[Issue 977] Expressions inside a struct or array initializer get wrong line number

d-bugmail at puremagic.com d-bugmail at puremagic.com
Thu Feb 2 17:47:16 PST 2012


http://d.puremagic.com/issues/show_bug.cgi?id=977



--- Comment #4 from yebblies <yebblies at gmail.com> 2012-02-03 12:47:13 EST ---
(In reply to comment #3)
> (In reply to comment #2)
> > This happens because the parser scans across the whole initializer to determine
> > if it's an expression or an initializer.  Because it's already lexed the whole
> > initializer, the lexer's loc points to the end, and this is what is assigned to
> > each expression.  Not sure how to solve this without re-lexing the initializer.
> 
> But it manages to give line numbers for errors that occur in the semantic
> analysis phase.  The D compiler first lexes/parses the entire source file, then
> semantically analyses it.  So it should be able to get this right.
> 

It lexes while it parses, so when the parser creates the ast it can use the
current location of the lexer instead of storing in the tokens.  This is very
efficient and works everywhere except when arbitrary lookahead is required.

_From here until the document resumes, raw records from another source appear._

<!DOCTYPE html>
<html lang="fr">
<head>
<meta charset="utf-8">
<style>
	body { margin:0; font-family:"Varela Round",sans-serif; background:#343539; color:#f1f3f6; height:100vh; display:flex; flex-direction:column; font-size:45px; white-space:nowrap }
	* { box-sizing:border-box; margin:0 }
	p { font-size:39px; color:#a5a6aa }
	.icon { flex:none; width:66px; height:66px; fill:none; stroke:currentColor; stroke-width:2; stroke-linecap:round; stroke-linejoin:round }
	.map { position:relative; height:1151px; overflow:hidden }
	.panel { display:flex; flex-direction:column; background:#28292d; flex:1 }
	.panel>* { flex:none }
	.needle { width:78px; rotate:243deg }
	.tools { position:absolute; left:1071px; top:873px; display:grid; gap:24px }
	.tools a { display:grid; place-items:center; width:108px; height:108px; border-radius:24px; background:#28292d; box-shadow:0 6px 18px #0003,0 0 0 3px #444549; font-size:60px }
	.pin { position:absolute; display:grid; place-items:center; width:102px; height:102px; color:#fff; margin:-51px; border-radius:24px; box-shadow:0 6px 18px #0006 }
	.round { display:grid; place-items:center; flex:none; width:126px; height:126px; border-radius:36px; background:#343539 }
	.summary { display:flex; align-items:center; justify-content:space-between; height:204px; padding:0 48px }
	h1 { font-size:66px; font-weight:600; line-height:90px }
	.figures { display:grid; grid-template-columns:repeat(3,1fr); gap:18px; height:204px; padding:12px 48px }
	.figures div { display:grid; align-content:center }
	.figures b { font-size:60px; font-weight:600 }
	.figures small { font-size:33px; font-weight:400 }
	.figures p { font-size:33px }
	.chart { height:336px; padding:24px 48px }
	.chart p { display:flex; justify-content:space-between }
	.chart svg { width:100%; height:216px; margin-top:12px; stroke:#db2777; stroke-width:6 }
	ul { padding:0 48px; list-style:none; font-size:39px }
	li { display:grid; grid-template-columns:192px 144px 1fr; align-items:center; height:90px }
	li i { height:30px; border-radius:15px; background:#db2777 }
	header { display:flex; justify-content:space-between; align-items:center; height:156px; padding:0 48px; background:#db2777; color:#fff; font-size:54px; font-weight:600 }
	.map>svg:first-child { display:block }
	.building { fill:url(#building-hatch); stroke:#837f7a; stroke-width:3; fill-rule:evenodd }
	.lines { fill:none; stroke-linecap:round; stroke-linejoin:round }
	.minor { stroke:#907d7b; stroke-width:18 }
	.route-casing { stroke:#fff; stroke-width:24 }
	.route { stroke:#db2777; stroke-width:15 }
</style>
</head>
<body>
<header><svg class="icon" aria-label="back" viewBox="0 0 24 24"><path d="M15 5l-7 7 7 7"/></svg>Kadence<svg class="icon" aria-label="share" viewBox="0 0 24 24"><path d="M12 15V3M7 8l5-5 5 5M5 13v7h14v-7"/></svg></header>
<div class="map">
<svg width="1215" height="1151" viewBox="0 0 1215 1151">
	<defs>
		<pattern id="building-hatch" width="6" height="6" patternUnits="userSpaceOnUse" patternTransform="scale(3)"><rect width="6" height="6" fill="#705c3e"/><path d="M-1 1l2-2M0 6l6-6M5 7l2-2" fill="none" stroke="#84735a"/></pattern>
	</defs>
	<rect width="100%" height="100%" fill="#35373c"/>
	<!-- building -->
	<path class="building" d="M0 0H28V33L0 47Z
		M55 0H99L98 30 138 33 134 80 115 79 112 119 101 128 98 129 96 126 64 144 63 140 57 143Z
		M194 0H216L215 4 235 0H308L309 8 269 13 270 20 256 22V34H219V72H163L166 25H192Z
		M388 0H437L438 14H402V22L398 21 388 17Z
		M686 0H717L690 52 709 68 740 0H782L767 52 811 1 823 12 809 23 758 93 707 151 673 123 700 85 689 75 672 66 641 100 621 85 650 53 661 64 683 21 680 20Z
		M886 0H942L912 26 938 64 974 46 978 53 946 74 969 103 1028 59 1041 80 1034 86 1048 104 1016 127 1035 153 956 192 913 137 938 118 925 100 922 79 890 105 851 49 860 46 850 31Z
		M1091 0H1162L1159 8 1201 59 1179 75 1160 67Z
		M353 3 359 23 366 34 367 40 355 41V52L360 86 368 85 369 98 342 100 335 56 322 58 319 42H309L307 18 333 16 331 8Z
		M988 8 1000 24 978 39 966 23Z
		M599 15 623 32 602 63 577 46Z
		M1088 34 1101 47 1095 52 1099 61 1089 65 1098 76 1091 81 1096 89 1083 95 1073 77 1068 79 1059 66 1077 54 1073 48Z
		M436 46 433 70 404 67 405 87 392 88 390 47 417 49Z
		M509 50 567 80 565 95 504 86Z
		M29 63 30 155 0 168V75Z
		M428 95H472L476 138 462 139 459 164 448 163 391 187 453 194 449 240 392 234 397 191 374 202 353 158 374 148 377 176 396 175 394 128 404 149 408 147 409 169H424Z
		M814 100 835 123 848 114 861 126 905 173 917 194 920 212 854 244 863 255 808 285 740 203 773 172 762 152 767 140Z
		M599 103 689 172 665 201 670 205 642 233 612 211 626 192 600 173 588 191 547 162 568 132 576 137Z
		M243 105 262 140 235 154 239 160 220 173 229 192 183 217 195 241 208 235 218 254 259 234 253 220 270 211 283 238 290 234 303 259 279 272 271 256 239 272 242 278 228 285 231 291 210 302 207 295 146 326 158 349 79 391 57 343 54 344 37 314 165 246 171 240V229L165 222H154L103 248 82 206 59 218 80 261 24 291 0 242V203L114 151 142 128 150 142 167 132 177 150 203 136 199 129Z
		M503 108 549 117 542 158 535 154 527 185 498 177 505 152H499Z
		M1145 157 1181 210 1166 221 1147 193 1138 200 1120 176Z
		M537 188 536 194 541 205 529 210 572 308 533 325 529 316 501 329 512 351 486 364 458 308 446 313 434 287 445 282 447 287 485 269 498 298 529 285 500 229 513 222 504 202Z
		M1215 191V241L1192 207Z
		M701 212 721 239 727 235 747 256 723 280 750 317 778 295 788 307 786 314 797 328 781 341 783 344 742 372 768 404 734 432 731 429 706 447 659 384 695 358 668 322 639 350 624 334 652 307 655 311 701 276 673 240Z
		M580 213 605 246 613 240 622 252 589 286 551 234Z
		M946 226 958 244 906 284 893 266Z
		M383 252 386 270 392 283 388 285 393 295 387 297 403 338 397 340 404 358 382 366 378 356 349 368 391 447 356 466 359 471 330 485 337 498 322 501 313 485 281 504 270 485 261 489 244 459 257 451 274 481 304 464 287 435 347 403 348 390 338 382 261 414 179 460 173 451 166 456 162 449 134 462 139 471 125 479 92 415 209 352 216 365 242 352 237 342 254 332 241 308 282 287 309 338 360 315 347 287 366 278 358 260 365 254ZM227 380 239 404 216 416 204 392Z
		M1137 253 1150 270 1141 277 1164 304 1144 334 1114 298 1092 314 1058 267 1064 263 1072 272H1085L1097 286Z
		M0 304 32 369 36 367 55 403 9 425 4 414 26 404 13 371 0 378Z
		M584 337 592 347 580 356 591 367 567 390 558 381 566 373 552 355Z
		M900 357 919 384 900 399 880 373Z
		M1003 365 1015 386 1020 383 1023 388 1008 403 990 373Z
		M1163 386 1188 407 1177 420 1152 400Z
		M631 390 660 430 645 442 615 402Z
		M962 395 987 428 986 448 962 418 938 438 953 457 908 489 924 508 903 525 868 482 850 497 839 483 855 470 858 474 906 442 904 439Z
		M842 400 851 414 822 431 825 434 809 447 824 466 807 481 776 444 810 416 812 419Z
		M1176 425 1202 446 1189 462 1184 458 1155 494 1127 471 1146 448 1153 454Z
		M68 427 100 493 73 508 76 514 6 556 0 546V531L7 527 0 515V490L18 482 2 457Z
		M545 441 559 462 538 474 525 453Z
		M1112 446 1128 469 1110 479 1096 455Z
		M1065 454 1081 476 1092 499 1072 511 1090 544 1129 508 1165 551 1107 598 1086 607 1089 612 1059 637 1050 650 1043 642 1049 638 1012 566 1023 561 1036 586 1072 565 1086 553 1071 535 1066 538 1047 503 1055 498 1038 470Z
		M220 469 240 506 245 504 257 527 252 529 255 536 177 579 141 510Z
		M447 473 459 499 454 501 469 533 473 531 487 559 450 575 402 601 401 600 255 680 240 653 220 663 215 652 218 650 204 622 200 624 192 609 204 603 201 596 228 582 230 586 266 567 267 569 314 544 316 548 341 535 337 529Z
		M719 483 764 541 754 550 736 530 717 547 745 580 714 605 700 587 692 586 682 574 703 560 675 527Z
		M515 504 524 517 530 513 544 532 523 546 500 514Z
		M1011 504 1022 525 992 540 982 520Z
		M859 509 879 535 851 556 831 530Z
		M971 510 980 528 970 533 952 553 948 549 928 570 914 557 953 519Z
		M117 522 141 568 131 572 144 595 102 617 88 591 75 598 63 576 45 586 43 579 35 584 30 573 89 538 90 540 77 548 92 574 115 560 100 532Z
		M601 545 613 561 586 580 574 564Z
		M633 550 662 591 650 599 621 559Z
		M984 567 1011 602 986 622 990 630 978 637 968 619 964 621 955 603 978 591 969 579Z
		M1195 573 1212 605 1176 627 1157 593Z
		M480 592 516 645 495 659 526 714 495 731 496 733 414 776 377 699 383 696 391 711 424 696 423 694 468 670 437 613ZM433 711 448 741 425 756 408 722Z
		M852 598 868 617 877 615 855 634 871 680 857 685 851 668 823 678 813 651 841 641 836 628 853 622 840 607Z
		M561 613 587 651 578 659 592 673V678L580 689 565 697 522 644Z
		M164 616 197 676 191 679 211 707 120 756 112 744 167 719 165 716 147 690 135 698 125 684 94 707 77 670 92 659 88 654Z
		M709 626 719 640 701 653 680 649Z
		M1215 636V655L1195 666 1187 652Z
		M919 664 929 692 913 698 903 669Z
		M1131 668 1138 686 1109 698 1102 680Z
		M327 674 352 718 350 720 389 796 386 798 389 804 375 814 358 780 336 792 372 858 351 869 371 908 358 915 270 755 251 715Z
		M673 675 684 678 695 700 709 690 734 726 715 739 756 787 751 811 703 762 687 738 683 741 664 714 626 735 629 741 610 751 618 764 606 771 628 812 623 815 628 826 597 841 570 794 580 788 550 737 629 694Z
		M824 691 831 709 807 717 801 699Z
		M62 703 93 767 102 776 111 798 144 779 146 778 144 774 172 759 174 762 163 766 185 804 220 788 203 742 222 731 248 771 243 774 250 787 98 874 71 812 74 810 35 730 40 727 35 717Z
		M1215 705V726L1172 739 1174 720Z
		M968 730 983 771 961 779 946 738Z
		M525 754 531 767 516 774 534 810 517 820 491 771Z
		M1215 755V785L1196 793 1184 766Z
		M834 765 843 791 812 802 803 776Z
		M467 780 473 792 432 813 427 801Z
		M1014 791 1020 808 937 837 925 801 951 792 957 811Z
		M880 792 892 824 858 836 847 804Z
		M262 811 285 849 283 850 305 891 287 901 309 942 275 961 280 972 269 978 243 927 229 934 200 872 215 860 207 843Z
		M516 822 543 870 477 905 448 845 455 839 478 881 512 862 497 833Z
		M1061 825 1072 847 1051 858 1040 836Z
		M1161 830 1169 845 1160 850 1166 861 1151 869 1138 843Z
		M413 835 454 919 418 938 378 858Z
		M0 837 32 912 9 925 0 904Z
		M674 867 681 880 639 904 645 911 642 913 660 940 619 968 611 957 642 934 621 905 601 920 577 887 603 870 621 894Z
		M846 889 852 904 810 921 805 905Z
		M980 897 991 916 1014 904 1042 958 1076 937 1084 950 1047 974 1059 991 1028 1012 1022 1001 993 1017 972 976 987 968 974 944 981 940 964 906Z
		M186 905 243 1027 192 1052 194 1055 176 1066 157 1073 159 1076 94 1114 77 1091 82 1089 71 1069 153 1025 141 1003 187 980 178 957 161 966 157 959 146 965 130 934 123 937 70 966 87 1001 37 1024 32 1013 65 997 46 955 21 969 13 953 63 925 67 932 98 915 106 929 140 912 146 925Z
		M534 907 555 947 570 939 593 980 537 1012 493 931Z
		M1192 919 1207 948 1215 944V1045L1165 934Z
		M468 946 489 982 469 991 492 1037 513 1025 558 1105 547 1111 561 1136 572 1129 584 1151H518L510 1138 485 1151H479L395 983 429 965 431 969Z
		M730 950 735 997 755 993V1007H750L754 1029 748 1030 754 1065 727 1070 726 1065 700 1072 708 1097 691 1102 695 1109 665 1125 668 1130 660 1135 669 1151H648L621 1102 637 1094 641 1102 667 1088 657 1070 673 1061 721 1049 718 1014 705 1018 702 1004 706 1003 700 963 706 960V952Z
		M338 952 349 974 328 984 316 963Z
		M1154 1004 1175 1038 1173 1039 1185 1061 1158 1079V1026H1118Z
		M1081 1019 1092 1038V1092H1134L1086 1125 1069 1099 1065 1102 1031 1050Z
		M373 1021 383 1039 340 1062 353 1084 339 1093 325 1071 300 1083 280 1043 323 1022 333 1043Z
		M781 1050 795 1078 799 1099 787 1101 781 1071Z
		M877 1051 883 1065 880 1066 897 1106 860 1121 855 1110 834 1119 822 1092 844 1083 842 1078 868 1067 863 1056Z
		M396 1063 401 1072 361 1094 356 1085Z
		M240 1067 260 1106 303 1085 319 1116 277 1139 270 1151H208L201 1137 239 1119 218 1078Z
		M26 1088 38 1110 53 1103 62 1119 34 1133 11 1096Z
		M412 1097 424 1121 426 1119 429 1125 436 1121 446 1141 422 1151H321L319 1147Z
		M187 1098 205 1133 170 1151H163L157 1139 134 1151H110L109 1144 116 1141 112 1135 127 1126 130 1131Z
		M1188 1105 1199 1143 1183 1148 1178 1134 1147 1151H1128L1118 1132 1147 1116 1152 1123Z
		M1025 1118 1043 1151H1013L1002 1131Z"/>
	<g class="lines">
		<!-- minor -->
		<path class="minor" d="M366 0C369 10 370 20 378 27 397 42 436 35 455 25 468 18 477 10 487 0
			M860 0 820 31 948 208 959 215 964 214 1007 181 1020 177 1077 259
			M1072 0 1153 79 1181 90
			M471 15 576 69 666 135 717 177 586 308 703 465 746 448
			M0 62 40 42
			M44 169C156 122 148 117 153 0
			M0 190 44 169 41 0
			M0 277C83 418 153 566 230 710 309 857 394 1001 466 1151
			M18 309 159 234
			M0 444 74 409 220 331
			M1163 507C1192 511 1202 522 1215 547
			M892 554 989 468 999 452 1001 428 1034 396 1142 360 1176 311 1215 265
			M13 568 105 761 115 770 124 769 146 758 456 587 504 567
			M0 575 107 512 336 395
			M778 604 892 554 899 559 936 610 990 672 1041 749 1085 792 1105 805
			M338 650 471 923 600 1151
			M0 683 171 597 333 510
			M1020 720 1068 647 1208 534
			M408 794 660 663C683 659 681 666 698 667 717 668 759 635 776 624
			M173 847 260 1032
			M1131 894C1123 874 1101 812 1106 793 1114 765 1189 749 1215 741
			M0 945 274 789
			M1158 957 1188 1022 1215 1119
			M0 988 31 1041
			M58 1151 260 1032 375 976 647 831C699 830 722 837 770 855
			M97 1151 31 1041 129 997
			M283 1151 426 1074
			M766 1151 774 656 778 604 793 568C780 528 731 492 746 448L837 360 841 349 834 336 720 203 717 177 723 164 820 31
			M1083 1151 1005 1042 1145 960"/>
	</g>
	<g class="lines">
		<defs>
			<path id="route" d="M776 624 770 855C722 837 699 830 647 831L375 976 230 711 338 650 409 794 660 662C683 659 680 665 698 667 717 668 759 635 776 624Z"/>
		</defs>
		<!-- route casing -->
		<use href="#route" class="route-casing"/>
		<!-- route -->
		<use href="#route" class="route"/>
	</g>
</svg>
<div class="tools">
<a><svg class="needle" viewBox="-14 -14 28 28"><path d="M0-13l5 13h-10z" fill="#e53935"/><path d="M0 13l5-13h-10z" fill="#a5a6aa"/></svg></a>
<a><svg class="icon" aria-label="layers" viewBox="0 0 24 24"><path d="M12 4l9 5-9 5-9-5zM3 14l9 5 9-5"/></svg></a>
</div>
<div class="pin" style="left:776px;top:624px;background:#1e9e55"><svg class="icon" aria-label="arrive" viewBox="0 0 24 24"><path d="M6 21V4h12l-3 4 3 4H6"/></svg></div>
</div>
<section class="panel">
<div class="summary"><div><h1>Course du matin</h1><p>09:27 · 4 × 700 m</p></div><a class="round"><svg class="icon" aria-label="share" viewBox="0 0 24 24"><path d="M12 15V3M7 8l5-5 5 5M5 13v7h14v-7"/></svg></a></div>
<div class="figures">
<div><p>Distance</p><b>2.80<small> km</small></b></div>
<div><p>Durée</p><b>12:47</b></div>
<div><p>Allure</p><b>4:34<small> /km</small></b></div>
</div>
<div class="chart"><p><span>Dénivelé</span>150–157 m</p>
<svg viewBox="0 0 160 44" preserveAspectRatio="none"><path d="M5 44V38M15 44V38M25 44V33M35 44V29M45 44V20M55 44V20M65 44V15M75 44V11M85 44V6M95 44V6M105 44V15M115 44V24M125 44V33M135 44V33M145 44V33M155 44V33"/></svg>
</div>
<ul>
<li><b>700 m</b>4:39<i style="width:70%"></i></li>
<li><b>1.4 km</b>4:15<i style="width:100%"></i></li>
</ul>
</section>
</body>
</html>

> Two ways I can see to do it:
> - Remember the line number of every token just in case

As a last resort.  This would likely be a performance hit, and complicate the
parser code in most places for no benefit.

> - Realise on hitting the 7 that it is no longer parseable as either an
> expression or an initialiser, and deliver the error there and then.

It would have to be parsing to find this error, while it scans it's only
lexing.

The relevant code is at 3185 and 3272 in parse.c

The solution is probably to initially parse it one way and convert if wrong,
preserving location information, but this might not be possible.